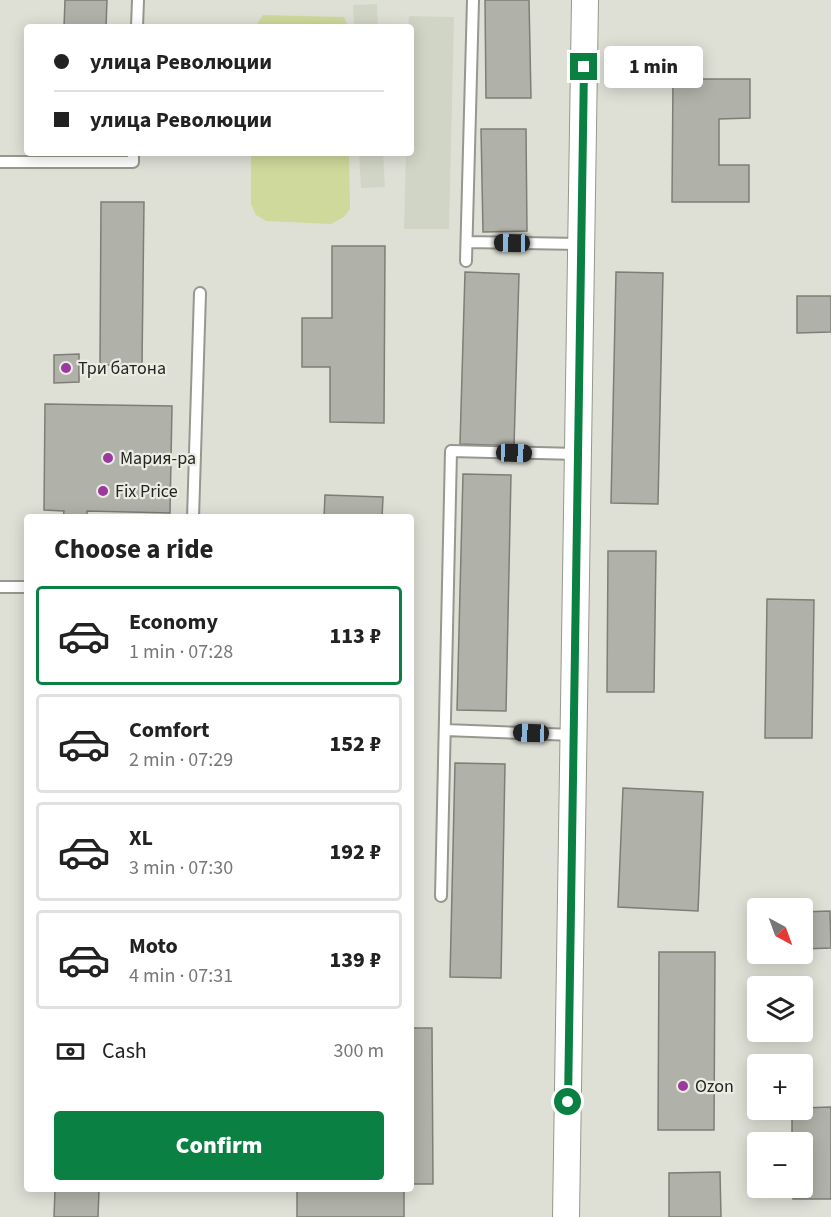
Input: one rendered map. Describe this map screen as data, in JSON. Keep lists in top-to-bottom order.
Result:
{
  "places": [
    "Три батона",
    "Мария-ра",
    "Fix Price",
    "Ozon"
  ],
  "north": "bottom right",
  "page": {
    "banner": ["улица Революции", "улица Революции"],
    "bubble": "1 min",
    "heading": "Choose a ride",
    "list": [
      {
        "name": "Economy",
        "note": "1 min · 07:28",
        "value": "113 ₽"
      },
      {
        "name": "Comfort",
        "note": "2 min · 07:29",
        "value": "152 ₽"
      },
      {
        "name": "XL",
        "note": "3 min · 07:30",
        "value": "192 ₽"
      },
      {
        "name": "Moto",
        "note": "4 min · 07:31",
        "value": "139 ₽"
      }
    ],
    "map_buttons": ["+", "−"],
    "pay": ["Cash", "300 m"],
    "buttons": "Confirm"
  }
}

· · · · ·

WHAT YOU NEED TO DO: Replicate the material above verbatim; images stay out of the copy.

EXERCISE SOLUTION:
Input: one rendered map. Describe this map screen as data, in JSON. Keep lists in top-to-bottom order.
Result:
{
  "places": [
    "Три батона",
    "Мария-ра",
    "Fix Price",
    "Ozon"
  ],
  "north": "bottom right",
  "page": {
    "banner": ["улица Революции", "улица Революции"],
    "bubble": "1 min",
    "heading": "Choose a ride",
    "list": [
      {
        "name": "Economy",
        "note": "1 min · 07:28",
        "value": "113 ₽"
      },
      {
        "name": "Comfort",
        "note": "2 min · 07:29",
        "value": "152 ₽"
      },
      {
        "name": "XL",
        "note": "3 min · 07:30",
        "value": "192 ₽"
      },
      {
        "name": "Moto",
        "note": "4 min · 07:31",
        "value": "139 ₽"
      }
    ],
    "map_buttons": ["+", "−"],
    "pay": ["Cash", "300 m"],
    "buttons": "Confirm"
  }
}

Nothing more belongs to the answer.